1 "Святошество, лицемерие".
Но как могла такая трезвая, такая рассудочная эпоха запутаться в дебрях столь нежизненной и несостоятельной психологии? Как случилось, что век великих открытий, век технических достижений снизошел в своей морали до столь откровенного фокусничества? Ответ простой: именно в силу того, что он возгордился своим разумом, в силу высокомерия своей культуры, в силу избыточно оптимистического отношения к цивилизации. Благодаря неожиданным успехам науки девятнадцатое столетие подпало какому-то рассудочному головокружению. Все, казалось, рабски покоряется власти интеллекта. Каждый день, каждый час мировой истории приносили известия о новых завоеваниях научного духа; укрощались все новые и новые, непокорные дотоле стихии земного пространства и времени; высоты и бездны раскрывали свои тайны планомерно испытующему любопытству вооруженного взора человеческого; повсюду анархия уступала место организации, хаос - воле расчетливого рассудка. Почему бы, при этих условиях, не взять было верх земному разуму над анархическими инстинктами в крови человека, не поставить на место разнузданные первобытные влечения? Ведь вся главнейшая работа в этой области давно уже проделана, и если время от времени и вспыхивает еще что-то в крови современного, "образованного" человека, то это всего только бледные, немощные зарницы отгремевшей грозы, последние содрогания старого умирающего зверя. Еще два-три года, еще два-три десятка лет, и то человечество, которое столь величаво возвысилось от каннибализма к гуманности, к социальному чувству, очистится пламенем своей этики и освободится и от этих остаточных, тусклых шлаков; поэтому нет никакой надобности даже вспоминать вообще об их существовании. Только не привлекать внимания людей на область пола, и они забудут. Только не дразнить разговорами, не пичкать вопросами древнего, посаженного за железную решетку нравственности зверя, и уж он станет ручным.
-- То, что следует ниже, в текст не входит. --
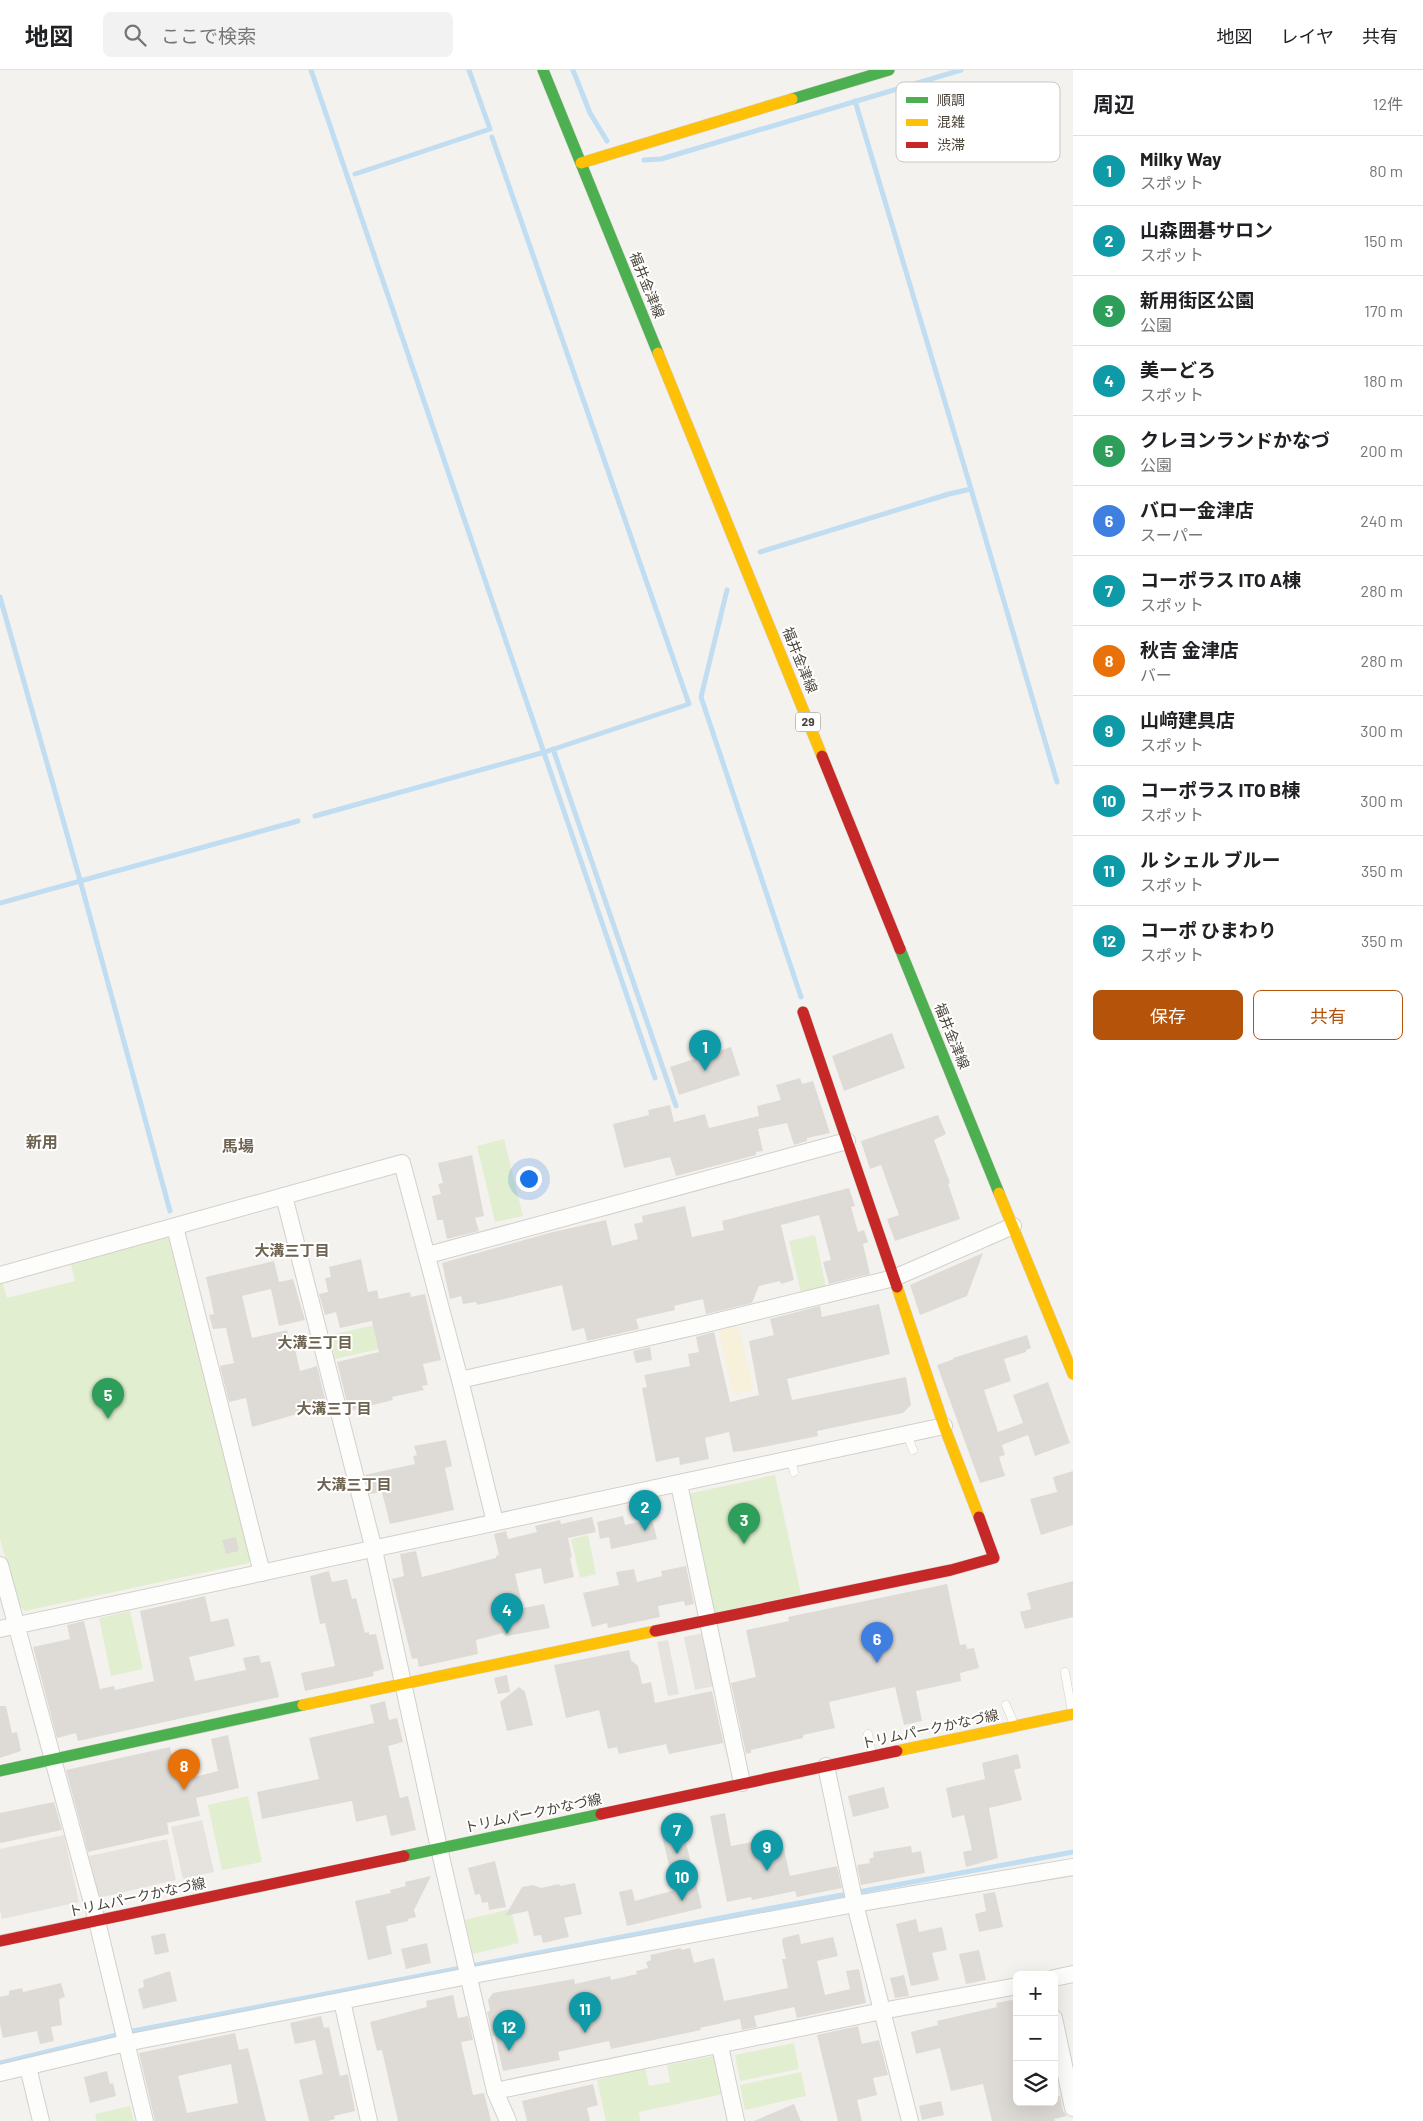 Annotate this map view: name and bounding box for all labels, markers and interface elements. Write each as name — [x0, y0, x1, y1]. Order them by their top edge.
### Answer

Только проходить побыстрее, отвратив взоры, мимо всего щекотливого, поступать так, как будто ничего нет, - вот и весь кодекс нравственности девятнадцатого столетия.
В этот планомерный поход против искренности государство мобилизует согласованным порядком все зависящие от него силы. Все - искусство и наука, мораль, семья, церковь, низшая школа и университет, - все получают одинаковую инструкцию относительно ведения войны: уклоняться от всякой схватки, не приближаться к противнику, но обходить его на далеком расстоянии, ни в каком случае не вступать в настоящую дискуссию. Бороться отнюдь не при помощи аргументов, но молчанием, только бойкотировать и игнорировать. И чудесным образом послушные этой тактике, все духовные силы культуры, рабски ей преданные, отважно проделали лицемерный церемониал обхода проблемы. В продолжение целого столетия половой вопрос находился в Европе под карантином. Он не отрицается и не утверждается, не ставится и не разрешается, он потихоньку отставляется за ширмы. Организуется громадная армия надсмотрщиков, одетых в форму учителей, воспитателей, пасторов, цензоров и гувернанток, чтобы оградить юношество от всякой непосредственности и плотской радости. Ни одно дуновение свежего воздуха не должно коснуться их тела, никакой разговор, никакое разъяснение не должны потревожить их душевного целомудрия. И в то время как раньше и повсюду, у всякого здорового народа, во всякую нормальную эпоху достигший зрелости отрок вступает в возраст возмужалости как на праздник, в то время как в греческой, римской, иудейской цивилизациях и даже у всех нецивилизованных народов тринадцатилетний или четырнадцатилетний отрок открыто принимается в сообщество познавших жизнь - мужчина в ряду мужчин, воин в ряду воинов, убогая педагогика девятнадцатого века, искусственным и противоестественным образом, преграждает ему доступы ко всякой искренности. Никто не говорит свободно в его присутствии и таким путем не освобождает его. То, что ему известно, он может знать только по уличным разговорам или из пересказа товарища постарше, шепотом, на ухо. И так как каждый, в свою очередь, решается передавать дальше эту натуральнейшую из наук опять-таки только шепотом, то всякий подрастающий, сам того не сознавая, служит в качестве пособника этому культурному лицемерию.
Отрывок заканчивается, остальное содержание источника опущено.